*** DATASET EXCERPTS Section Begins ***

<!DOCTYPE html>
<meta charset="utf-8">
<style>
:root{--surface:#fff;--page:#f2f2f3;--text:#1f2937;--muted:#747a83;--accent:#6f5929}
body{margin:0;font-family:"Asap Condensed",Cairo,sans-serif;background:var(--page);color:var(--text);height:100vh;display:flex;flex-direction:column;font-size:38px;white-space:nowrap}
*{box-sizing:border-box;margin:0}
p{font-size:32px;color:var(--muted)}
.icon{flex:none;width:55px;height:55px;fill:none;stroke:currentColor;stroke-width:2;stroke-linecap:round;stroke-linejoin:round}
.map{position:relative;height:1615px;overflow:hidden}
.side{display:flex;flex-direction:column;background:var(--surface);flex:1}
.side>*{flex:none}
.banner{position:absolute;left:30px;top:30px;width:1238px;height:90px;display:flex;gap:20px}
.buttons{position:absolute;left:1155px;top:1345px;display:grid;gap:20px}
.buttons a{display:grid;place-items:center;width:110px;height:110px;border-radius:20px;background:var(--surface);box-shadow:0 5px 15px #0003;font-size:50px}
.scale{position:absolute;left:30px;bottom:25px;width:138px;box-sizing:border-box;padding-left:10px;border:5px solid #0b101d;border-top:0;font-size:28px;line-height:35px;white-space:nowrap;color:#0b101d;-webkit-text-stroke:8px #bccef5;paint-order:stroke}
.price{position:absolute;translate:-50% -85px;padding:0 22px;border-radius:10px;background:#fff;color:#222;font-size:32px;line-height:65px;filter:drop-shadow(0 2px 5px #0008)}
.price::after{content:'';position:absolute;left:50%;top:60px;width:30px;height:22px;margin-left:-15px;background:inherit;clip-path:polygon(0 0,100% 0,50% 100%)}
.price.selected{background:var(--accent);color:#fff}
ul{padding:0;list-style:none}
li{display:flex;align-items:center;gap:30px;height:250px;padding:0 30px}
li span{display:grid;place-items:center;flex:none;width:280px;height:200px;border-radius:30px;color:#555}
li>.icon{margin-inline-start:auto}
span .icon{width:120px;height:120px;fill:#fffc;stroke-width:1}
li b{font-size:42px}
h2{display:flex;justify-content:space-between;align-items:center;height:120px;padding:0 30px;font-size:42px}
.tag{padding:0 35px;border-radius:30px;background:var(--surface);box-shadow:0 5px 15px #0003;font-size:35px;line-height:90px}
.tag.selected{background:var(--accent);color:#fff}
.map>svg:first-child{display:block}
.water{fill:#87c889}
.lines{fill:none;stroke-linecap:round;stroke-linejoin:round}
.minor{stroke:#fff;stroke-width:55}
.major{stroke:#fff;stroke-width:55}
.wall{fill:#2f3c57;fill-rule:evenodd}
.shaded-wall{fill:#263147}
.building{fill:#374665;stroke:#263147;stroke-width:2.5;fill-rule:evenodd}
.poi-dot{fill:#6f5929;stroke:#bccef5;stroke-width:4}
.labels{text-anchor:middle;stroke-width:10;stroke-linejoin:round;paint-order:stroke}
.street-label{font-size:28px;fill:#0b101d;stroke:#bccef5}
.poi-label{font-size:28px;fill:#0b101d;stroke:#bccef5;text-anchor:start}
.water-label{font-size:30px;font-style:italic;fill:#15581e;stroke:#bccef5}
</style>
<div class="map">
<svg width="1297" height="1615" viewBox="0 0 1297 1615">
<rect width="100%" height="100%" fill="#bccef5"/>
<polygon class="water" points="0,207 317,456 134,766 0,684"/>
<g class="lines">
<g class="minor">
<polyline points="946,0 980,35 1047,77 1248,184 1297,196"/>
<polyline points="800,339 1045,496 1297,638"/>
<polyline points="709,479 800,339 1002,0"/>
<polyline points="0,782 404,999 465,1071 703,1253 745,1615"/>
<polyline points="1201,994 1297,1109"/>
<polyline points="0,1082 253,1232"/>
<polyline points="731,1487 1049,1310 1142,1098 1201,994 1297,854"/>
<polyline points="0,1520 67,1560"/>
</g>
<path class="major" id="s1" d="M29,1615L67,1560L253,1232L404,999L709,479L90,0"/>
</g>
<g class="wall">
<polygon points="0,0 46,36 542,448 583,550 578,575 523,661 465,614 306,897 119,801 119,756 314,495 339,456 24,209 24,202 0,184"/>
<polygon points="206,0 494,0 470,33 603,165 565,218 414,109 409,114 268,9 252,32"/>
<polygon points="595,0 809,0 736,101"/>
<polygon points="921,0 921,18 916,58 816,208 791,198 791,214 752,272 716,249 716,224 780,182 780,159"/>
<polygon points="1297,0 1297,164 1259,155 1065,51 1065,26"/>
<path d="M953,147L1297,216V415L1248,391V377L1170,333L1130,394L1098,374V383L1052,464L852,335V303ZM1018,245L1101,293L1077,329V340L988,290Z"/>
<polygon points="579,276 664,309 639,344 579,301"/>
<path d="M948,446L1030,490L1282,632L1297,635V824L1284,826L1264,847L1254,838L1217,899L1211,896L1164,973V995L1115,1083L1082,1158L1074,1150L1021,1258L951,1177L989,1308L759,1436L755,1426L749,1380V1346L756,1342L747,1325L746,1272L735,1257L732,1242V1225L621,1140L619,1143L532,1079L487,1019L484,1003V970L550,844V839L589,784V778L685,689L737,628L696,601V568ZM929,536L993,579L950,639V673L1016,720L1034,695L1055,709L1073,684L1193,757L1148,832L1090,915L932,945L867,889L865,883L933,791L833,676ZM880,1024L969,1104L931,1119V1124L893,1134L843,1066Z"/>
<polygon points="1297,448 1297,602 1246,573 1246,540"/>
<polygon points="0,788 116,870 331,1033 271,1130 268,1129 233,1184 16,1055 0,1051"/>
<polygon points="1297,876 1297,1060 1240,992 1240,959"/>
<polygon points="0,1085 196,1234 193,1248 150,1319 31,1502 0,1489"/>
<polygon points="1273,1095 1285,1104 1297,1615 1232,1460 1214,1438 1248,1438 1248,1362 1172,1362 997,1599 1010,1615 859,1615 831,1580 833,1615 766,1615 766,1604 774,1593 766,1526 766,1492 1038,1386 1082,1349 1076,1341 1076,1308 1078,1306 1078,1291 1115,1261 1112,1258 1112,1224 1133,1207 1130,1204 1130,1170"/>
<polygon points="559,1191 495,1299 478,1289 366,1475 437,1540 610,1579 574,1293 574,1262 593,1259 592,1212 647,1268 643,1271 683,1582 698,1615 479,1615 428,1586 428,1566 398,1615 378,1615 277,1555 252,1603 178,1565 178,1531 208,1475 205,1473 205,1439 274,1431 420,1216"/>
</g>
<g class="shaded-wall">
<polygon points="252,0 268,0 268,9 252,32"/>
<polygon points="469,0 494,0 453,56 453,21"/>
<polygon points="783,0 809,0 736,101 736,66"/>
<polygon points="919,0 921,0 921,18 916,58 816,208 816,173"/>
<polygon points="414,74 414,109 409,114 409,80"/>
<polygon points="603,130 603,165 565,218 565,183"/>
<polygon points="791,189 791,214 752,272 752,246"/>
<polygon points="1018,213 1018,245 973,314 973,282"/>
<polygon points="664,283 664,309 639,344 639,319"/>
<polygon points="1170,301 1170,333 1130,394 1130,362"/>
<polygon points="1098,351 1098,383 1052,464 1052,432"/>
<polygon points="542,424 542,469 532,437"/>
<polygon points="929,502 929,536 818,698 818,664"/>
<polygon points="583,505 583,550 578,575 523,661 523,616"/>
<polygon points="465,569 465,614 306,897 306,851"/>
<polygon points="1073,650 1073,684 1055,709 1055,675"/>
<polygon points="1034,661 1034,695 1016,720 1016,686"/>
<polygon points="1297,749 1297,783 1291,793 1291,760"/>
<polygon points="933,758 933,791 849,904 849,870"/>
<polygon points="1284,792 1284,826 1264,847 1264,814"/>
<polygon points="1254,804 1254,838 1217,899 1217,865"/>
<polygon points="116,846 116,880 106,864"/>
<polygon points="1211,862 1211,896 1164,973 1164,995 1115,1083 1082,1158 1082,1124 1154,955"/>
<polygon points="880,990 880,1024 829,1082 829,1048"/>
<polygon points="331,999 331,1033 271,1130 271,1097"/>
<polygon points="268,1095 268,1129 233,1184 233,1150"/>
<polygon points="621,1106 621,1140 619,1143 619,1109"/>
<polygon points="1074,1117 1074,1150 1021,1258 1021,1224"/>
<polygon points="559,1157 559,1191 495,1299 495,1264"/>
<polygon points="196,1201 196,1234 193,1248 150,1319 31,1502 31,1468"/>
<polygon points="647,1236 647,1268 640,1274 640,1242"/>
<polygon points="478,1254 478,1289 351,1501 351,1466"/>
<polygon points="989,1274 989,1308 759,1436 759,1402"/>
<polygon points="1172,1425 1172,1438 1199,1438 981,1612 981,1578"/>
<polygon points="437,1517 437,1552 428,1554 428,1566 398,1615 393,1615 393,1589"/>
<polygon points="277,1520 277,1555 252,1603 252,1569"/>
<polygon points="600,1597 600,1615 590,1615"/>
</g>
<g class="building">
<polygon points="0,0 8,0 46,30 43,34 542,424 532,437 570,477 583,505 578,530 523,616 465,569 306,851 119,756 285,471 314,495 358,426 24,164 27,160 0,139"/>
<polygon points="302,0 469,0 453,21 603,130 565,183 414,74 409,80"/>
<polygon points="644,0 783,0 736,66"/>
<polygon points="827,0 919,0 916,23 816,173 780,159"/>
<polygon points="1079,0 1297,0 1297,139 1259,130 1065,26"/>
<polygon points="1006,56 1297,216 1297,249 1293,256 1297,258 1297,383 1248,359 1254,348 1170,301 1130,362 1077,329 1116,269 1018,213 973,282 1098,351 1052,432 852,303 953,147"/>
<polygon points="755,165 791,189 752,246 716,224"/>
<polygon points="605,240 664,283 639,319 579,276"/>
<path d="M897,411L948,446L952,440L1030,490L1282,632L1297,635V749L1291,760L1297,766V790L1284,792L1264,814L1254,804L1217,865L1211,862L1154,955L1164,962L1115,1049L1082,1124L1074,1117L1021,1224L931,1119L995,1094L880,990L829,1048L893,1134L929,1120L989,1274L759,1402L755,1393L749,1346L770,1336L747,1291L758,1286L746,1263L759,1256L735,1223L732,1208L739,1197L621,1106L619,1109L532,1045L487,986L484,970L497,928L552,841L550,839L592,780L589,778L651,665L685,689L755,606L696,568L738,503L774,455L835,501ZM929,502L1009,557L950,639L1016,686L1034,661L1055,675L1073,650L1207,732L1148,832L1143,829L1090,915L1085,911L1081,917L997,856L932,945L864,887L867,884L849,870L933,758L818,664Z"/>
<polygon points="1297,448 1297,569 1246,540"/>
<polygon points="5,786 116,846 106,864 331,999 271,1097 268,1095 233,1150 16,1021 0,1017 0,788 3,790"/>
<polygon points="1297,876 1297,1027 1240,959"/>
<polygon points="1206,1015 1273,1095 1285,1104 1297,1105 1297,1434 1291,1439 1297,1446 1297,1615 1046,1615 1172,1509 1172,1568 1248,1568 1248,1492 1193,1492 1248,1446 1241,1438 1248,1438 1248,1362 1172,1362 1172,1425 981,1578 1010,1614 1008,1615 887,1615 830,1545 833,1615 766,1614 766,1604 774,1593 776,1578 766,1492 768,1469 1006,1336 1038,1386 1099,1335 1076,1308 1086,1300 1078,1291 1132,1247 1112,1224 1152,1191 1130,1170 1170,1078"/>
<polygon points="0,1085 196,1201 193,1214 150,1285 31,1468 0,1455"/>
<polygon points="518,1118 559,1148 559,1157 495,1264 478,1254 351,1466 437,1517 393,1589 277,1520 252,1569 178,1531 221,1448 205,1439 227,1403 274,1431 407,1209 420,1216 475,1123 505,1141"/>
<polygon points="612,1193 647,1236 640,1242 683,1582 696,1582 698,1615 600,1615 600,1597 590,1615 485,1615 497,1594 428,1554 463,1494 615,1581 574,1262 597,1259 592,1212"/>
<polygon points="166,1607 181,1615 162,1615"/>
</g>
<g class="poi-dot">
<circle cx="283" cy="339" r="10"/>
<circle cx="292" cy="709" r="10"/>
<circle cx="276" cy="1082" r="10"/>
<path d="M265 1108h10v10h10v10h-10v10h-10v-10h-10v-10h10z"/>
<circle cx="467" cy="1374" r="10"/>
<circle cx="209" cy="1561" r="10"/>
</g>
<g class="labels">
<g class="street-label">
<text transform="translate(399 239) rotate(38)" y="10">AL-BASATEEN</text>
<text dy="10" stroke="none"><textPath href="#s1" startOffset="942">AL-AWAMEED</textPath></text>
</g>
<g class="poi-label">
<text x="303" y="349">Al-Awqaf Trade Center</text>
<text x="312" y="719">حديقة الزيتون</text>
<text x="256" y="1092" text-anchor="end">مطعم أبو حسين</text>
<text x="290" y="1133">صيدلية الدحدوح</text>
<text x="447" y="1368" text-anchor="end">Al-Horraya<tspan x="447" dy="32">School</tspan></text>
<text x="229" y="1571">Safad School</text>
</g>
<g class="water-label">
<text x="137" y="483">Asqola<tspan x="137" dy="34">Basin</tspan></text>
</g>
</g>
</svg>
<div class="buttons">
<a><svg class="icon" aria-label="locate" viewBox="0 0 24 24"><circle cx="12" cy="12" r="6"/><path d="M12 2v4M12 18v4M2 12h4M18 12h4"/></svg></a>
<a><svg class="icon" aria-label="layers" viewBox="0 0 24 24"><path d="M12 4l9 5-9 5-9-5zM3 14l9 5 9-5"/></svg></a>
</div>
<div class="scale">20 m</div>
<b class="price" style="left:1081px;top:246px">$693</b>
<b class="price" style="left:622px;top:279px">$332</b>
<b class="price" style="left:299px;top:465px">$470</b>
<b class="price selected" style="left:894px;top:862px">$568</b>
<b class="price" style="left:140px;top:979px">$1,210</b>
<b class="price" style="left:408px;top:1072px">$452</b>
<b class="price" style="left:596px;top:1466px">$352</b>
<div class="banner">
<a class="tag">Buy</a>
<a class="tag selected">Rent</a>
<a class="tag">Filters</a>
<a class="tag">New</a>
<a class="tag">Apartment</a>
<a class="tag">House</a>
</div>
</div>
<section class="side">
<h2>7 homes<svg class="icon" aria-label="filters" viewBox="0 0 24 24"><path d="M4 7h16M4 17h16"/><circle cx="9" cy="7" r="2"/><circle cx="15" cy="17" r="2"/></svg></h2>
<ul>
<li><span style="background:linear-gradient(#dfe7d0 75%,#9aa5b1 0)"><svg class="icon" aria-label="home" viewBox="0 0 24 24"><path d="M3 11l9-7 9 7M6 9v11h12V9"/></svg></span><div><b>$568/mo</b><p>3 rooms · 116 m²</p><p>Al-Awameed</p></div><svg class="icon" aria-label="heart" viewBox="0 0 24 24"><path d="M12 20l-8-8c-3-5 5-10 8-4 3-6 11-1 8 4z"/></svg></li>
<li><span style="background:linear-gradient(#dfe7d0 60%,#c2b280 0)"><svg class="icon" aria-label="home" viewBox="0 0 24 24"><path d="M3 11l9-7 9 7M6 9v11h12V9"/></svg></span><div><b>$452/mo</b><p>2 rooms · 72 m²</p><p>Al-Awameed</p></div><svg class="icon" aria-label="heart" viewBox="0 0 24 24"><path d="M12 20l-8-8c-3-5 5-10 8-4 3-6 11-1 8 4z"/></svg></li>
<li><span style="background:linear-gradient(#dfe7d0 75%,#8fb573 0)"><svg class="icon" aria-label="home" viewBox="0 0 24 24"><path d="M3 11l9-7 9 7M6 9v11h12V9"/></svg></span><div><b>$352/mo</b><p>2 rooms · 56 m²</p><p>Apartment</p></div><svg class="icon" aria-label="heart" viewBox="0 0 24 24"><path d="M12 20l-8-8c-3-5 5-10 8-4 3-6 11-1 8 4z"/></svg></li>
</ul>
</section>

*** DATASET EXCERPTS Section Ends ***

WORK INSTRUCTION = With "column" as the string to find, copy every line of the records that holds it.

RESULT =
body{margin:0;font-family:"Asap Condensed",Cairo,sans-serif;background:var(--page);color:var(--text);height:100vh;display:flex;flex-direction:column;font-size:38px;white-space:nowrap}
.side{display:flex;flex-direction:column;background:var(--surface);flex:1}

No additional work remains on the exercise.